Hey Lovebugs :)
How much does freedom cost? I’m not talking about physically, but spiritually, emotionally, mentally, even financially. Many of us may be free physically but some of us serve time in our minds. God revealed to me a while ago that I live in my head. I’m very analytical. I love dissecting things, pulling things apart and the question I always strive to answer is Why? If we are not free then it means we are in bondage and another word for bondage is oppression. Would you believe me if I told you that we are called to live in peace? That we are called unto liberty? Yes! Same thing I said. This was a tough pill for me to swallow because I’m so use to things being tough. I’ve been hurt before, lied to, mistreated, abused & talked about so naturally, having experienced all of this left me scarred. I got so use to the hurt and things being so rough that whenever things would go smoothly, especially with a guy, I would think something was wrong! I would think, “Aww man, things are going too good, something bad MUST be coming!” I didn’t realize at the time that I was placing myself in a prison, a prison of unhappiness. I allowed myself to believe that sadness, pain and hurt was inevitable, that it was all I was suppose to feel and accept.
In my past relationships, I was searching for love. I wanted to be loved, to be held, to be told how beautiful I was. Again, I didn’t realize at the time I was appearing desperate. The breaking point came when I found out a guy I was seeing was sleeping around. Not only was I hurt, but I was disgusted. One thing about me is once I get to the point where I am disgusted with you, I am DONE! I remember lying in my bed, stretching out my arms and saying “Lord, I’m tired, I surrender.” At that precise moment, it felt like a tremendous weight lifted off of my shoulders. God took my pain, my burdens, my hurt, my sadness, everything and in exchange, He gave me his peace. I’m getting emotional just typing this because He is just so good. After that moment, I turned back to God.

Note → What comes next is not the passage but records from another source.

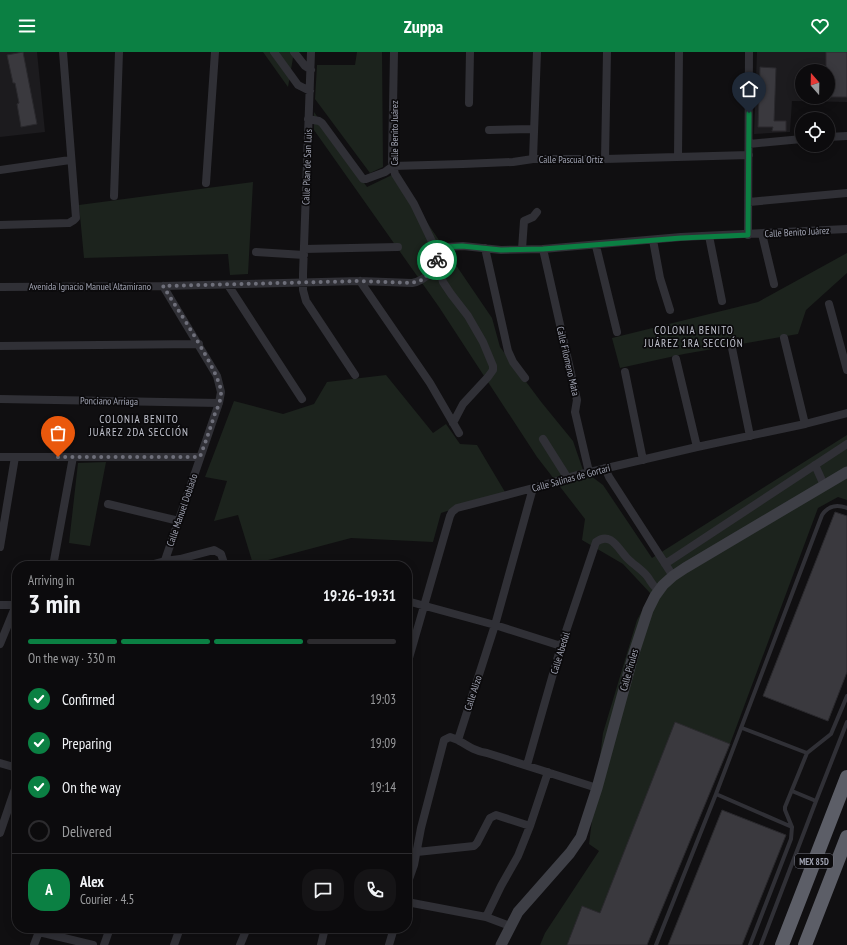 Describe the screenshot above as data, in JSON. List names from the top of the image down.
{
  "streets": {
    "highway": ["MEX 85D"],
    "street": [
      "Calle Benito Juárez",
      "Calle Pascual Ortíz",
      "Calle Plan de San Luis",
      "Avenida Ignacio Manuel Altamirano",
      "Calle Filomeno Mata",
      "Ponciano Arriaga",
      "Calle Salinas de Gortari",
      "Calle Manuel Doblado",
      "Calle Abedul",
      "Calle Pirules",
      "Calle Alizo"
    ]
  },
  "crossings": [
    ["Calle Benito Juárez", "Calle Pascual Ortíz"],
    ["Calle Benito Juárez", "Calle Filomeno Mata"],
    ["Calle Plan de San Luis", "Avenida Ignacio Manuel Altamirano"],
    ["Avenida Ignacio Manuel Altamirano", "Calle Manuel Doblado"],
    ["Calle Filomeno Mata", "Calle Salinas de Gortari"],
    ["Ponciano Arriaga", "Calle Manuel Doblado"],
    ["Calle Salinas de Gortari", "Calle Alizo"],
    ["Calle Abedul", "Calle Pirules"]
  ],
  "districts": ["COLONIA BENITO JUÁREZ 1RA SECCIÓN", "COLONIA BENITO JUÁREZ 2DA SECCIÓN"],
  "north": "top",
  "page": {
    "header": "Zuppa",
    "heading": ["3 min", "Arriving in", "19:26–19:31"],
    "panel": ["Alex", "Courier · 4.5"],
    "bar": "On the way · 330 m",
    "list": [
      ["Confirmed", "19:03"],
      ["Preparing", "19:09"],
      ["On the way", "19:14"],
      "Delivered"
    ],
    "round": "A"
  }
} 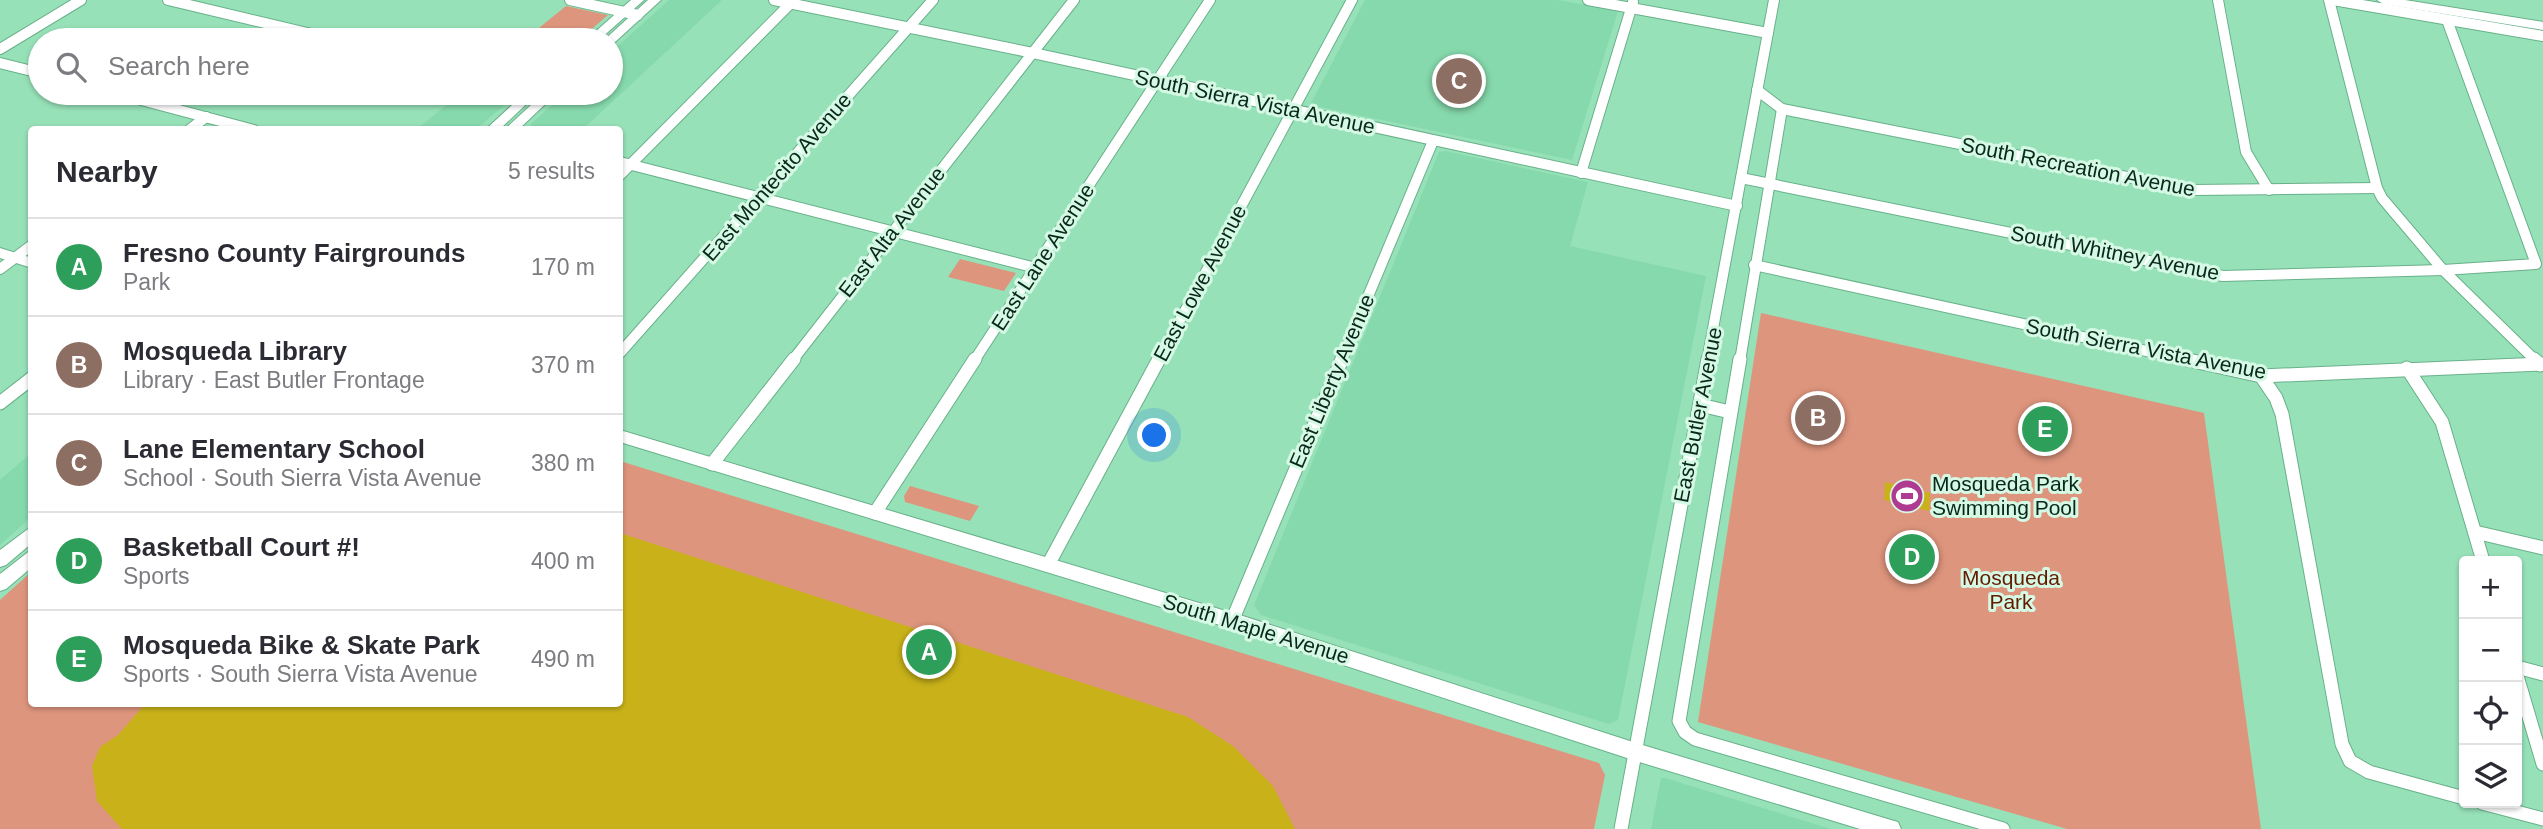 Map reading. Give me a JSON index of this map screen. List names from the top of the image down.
{
  "streets": {
    "main road": ["South Maple Avenue"],
    "street": [
      "South Sierra Vista Avenue",
      "South Recreation Avenue",
      "East Montecito Avenue",
      "East Alta Avenue",
      "South Whitney Avenue",
      "East Lane Avenue",
      "East Lowe Avenue",
      "East Liberty Avenue",
      "East Butler Avenue"
    ]
  },
  "crossings": [
    ["South Sierra Vista Avenue", "East Montecito Avenue"],
    ["South Sierra Vista Avenue", "East Alta Avenue"],
    ["South Sierra Vista Avenue", "East Lane Avenue"],
    ["South Sierra Vista Avenue", "East Lowe Avenue"],
    ["South Sierra Vista Avenue", "East Liberty Avenue"],
    ["South Sierra Vista Avenue", "East Butler Avenue"],
    ["East Alta Avenue", "South Maple Avenue"],
    ["South Whitney Avenue", "East Butler Avenue"],
    ["East Lane Avenue", "South Maple Avenue"],
    ["East Lowe Avenue", "South Maple Avenue"],
    ["East Liberty Avenue", "South Maple Avenue"],
    ["East Butler Avenue", "South Maple Avenue"]
  ],
  "parks": ["Mosqueda Park"],
  "places": {
    "sports": ["Mosqueda Park Swimming Pool"]
  },
  "page": {
    "search": "Search here",
    "pins": [
      "C",
      "B",
      "E",
      "D",
      "A"
    ],
    "heading": ["Nearby", "5 results"],
    "list": [
      {
        "mark": "A",
        "name": "Fresno County Fairgrounds",
        "note": "Park",
        "value": "170 m"
      },
      {
        "mark": "B",
        "name": "Mosqueda Library",
        "note": "Library · East Butler Frontage",
        "value": "370 m"
      },
      {
        "mark": "C",
        "name": "Lane Elementary School",
        "note": "School · South Sierra Vista Avenue",
        "value": "380 m"
      },
      {
        "mark": "D",
        "name": "Basketball Court #!",
        "note": "Sports",
        "value": "400 m"
      },
      {
        "mark": "E",
        "name": "Mosqueda Bike & Skate Park",
        "note": "Sports · South Sierra Vista Avenue",
        "value": "490 m"
      }
    ],
    "map_buttons": ["+", "−"]
  }
}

Over the next few years, I allowed God His time with me. He revealed to me that the love I was searching for in men, I could only find in Him. He was so delicate with me, so patient with me. He helped me turn away from some habits that were keeping me from Him. Having a relationship, a true & real relationship with Him, will truly set you free! The same way we nurture our relationships with our families, friends and mates is the same way we have to nurture, take care of and pour into our relationship with Him. God is FIRST! He loves us more than EVERYBODY! And once we accept this, we can experience a peace and a freedom that we are SUPPPOSE to have. Because whoever the Son sets free is free indeed!